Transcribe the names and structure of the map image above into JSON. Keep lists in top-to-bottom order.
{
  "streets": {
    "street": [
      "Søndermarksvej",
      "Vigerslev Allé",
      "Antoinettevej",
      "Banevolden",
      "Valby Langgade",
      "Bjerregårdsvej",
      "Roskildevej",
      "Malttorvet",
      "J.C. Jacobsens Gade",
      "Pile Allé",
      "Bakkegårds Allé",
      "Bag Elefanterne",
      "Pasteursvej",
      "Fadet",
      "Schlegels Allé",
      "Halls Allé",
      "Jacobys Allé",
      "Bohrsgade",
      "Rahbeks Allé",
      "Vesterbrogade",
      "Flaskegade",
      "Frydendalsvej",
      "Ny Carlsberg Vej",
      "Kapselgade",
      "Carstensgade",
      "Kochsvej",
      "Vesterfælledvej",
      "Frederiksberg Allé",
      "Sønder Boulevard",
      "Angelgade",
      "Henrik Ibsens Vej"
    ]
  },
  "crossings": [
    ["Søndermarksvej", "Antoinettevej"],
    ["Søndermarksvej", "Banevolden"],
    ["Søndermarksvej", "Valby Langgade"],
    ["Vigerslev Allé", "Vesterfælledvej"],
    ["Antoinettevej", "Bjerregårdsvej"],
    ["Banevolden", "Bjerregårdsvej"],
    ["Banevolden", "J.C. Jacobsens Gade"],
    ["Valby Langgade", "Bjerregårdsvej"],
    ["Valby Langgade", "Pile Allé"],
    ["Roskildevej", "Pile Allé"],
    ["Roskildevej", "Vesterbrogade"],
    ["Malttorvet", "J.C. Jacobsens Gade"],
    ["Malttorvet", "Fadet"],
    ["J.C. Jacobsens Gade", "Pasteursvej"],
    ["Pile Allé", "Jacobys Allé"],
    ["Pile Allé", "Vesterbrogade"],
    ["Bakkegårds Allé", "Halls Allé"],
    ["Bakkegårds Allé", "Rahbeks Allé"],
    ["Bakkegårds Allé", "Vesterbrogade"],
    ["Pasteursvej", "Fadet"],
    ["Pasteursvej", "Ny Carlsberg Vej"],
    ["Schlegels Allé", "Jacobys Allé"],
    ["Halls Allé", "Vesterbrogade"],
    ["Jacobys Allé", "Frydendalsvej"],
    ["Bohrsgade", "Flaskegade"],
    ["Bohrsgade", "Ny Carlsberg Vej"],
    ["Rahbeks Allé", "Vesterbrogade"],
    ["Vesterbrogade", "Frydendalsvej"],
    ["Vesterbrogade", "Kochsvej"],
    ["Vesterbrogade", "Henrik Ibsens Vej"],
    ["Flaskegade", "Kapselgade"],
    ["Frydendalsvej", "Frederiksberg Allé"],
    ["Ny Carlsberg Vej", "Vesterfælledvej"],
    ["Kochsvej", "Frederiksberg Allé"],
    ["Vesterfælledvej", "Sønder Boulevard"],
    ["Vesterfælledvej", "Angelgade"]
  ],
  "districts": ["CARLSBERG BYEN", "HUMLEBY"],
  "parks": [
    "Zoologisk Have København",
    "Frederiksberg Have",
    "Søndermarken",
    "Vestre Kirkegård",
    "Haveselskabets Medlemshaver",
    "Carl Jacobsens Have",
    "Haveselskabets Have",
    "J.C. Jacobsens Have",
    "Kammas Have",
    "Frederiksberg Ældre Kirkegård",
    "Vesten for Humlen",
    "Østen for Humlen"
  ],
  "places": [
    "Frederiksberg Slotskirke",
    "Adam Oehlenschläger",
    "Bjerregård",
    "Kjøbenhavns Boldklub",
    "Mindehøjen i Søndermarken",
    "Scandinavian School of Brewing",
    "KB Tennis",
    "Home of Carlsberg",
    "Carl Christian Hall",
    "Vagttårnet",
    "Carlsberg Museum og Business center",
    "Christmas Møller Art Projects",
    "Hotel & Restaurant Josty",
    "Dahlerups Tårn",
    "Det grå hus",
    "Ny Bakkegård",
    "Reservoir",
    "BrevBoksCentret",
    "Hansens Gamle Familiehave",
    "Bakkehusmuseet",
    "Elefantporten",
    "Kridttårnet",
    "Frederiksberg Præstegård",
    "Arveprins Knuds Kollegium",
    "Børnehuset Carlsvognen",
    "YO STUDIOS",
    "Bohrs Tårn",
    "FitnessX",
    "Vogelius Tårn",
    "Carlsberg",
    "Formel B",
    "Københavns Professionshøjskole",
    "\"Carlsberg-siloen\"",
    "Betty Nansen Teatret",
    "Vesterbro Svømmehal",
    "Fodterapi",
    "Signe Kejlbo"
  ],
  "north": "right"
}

++++++++

WHAT THE TASK REQUIRES: All of the entries need to be reproduced exactly; please write them out.

YOUR RESPONSE:
Transcribe the names and structure of the map image above into JSON. Keep lists in top-to-bottom order.
{
  "streets": {
    "street": [
      "Søndermarksvej",
      "Vigerslev Allé",
      "Antoinettevej",
      "Banevolden",
      "Valby Langgade",
      "Bjerregårdsvej",
      "Roskildevej",
      "Malttorvet",
      "J.C. Jacobsens Gade",
      "Pile Allé",
      "Bakkegårds Allé",
      "Bag Elefanterne",
      "Pasteursvej",
      "Fadet",
      "Schlegels Allé",
      "Halls Allé",
      "Jacobys Allé",
      "Bohrsgade",
      "Rahbeks Allé",
      "Vesterbrogade",
      "Flaskegade",
      "Frydendalsvej",
      "Ny Carlsberg Vej",
      "Kapselgade",
      "Carstensgade",
      "Kochsvej",
      "Vesterfælledvej",
      "Frederiksberg Allé",
      "Sønder Boulevard",
      "Angelgade",
      "Henrik Ibsens Vej"
    ]
  },
  "crossings": [
    ["Søndermarksvej", "Antoinettevej"],
    ["Søndermarksvej", "Banevolden"],
    ["Søndermarksvej", "Valby Langgade"],
    ["Vigerslev Allé", "Vesterfælledvej"],
    ["Antoinettevej", "Bjerregårdsvej"],
    ["Banevolden", "Bjerregårdsvej"],
    ["Banevolden", "J.C. Jacobsens Gade"],
    ["Valby Langgade", "Bjerregårdsvej"],
    ["Valby Langgade", "Pile Allé"],
    ["Roskildevej", "Pile Allé"],
    ["Roskildevej", "Vesterbrogade"],
    ["Malttorvet", "J.C. Jacobsens Gade"],
    ["Malttorvet", "Fadet"],
    ["J.C. Jacobsens Gade", "Pasteursvej"],
    ["Pile Allé", "Jacobys Allé"],
    ["Pile Allé", "Vesterbrogade"],
    ["Bakkegårds Allé", "Halls Allé"],
    ["Bakkegårds Allé", "Rahbeks Allé"],
    ["Bakkegårds Allé", "Vesterbrogade"],
    ["Pasteursvej", "Fadet"],
    ["Pasteursvej", "Ny Carlsberg Vej"],
    ["Schlegels Allé", "Jacobys Allé"],
    ["Halls Allé", "Vesterbrogade"],
    ["Jacobys Allé", "Frydendalsvej"],
    ["Bohrsgade", "Flaskegade"],
    ["Bohrsgade", "Ny Carlsberg Vej"],
    ["Rahbeks Allé", "Vesterbrogade"],
    ["Vesterbrogade", "Frydendalsvej"],
    ["Vesterbrogade", "Kochsvej"],
    ["Vesterbrogade", "Henrik Ibsens Vej"],
    ["Flaskegade", "Kapselgade"],
    ["Frydendalsvej", "Frederiksberg Allé"],
    ["Ny Carlsberg Vej", "Vesterfælledvej"],
    ["Kochsvej", "Frederiksberg Allé"],
    ["Vesterfælledvej", "Sønder Boulevard"],
    ["Vesterfælledvej", "Angelgade"]
  ],
  "districts": ["CARLSBERG BYEN", "HUMLEBY"],
  "parks": [
    "Zoologisk Have København",
    "Frederiksberg Have",
    "Søndermarken",
    "Vestre Kirkegård",
    "Haveselskabets Medlemshaver",
    "Carl Jacobsens Have",
    "Haveselskabets Have",
    "J.C. Jacobsens Have",
    "Kammas Have",
    "Frederiksberg Ældre Kirkegård",
    "Vesten for Humlen",
    "Østen for Humlen"
  ],
  "places": [
    "Frederiksberg Slotskirke",
    "Adam Oehlenschläger",
    "Bjerregård",
    "Kjøbenhavns Boldklub",
    "Mindehøjen i Søndermarken",
    "Scandinavian School of Brewing",
    "KB Tennis",
    "Home of Carlsberg",
    "Carl Christian Hall",
    "Vagttårnet",
    "Carlsberg Museum og Business center",
    "Christmas Møller Art Projects",
    "Hotel & Restaurant Josty",
    "Dahlerups Tårn",
    "Det grå hus",
    "Ny Bakkegård",
    "Reservoir",
    "BrevBoksCentret",
    "Hansens Gamle Familiehave",
    "Bakkehusmuseet",
    "Elefantporten",
    "Kridttårnet",
    "Frederiksberg Præstegård",
    "Arveprins Knuds Kollegium",
    "Børnehuset Carlsvognen",
    "YO STUDIOS",
    "Bohrs Tårn",
    "FitnessX",
    "Vogelius Tårn",
    "Carlsberg",
    "Formel B",
    "Københavns Professionshøjskole",
    "\"Carlsberg-siloen\"",
    "Betty Nansen Teatret",
    "Vesterbro Svømmehal",
    "Fodterapi",
    "Signe Kejlbo"
  ],
  "north": "right"
}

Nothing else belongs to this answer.